観光客のマナーの問題もあります。ゴミもそうですが、コケを踏まれたり……。

カー:それも観光客が悪いのではなく、受け入れる側の問題だと思います。例えば、タイのある観光地では中国人観光客の態度が悪く、「中国人お断り」という看板を出す店まで出ました。ただ、そのままではまずいということで、その後は観光バスを降りる前に1~2分、タイの行儀作法についてレクチャーするという取り組みを始めたんです。効果はてきめんで、中国人観光客のマナーは大きく向上しました。

知らなかっただけなんですね。

カー:そう、知らなかっただけ。つまり、受け入れる側が教育する必要があるんですよ。

 実現可能かどうかは分かりませんが、京都もバスの中や改札口のところで京都観光の作法を教える。
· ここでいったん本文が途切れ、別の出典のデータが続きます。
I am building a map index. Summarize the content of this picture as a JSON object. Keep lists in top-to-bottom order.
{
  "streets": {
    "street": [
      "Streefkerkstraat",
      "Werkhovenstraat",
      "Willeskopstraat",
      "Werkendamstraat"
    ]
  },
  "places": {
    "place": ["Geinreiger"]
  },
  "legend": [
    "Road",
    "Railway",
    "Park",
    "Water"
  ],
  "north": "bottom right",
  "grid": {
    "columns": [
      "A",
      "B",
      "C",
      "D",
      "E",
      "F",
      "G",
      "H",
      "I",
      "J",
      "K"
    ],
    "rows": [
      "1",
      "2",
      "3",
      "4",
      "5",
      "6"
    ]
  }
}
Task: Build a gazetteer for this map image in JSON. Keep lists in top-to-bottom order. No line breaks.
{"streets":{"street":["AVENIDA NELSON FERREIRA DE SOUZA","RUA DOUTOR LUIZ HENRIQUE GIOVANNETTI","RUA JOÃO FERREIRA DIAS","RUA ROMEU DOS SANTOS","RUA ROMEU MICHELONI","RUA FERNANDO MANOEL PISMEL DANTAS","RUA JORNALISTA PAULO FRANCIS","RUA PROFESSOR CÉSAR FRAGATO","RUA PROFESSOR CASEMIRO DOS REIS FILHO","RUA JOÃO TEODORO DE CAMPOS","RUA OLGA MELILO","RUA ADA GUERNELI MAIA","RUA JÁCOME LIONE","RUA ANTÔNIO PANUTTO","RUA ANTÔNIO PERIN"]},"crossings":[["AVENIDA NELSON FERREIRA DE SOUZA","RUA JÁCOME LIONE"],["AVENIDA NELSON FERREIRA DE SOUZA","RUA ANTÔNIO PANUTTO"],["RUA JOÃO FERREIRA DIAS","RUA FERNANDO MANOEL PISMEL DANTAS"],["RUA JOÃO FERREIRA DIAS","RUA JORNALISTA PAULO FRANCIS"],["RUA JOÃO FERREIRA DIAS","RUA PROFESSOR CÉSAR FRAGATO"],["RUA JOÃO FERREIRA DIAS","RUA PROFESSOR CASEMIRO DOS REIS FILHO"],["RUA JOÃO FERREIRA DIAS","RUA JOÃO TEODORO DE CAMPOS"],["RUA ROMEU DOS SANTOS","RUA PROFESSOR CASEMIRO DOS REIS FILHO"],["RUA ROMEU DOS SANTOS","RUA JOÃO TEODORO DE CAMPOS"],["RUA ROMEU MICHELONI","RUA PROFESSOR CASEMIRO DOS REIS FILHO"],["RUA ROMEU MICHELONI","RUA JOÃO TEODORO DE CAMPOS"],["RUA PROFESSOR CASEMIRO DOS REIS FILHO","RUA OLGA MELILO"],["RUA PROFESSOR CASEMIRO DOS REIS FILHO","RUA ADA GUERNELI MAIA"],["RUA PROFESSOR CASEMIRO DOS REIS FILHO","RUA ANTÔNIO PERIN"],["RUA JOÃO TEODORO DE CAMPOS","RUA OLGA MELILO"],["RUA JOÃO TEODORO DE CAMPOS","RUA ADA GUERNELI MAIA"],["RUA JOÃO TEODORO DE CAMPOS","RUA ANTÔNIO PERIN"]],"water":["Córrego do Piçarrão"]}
それを聞いて理解した観光客だけが、神社仏閣などの観光名所に入れる、というような仕組みを導入してはどうでしょうか。

京町家、問題は買った後に簡単に壊してしまうこと

スマートフォンのアプリを作り、レクチャーの受講記録を残せばよさそうですね。それぞれの名所に端末を置けば、観光客の管理にも役立つかもしれません。

カー:私は乱立する看板の問題も景観破壊の元凶だと思っているんです。「撮影禁止」「土足禁止」といった看板が数カ国語で立っていて、景観を破壊している。こういう基本的なマナーも教えれば、余計な看板を減らすことができる。

インタビューの場となった正覚寺の庭に控えめに掲げられている看板。カー氏は観光地に乱立する看板についても問題視している
インタビューの場となった正覚寺の庭に控えめに掲げられている看板。カー氏は観光地に乱立する看板についても問題視している

不動産投資についてはいかがでしょう。中国人をはじめとした外国人が京町家を買いあさっているとよく報道されます。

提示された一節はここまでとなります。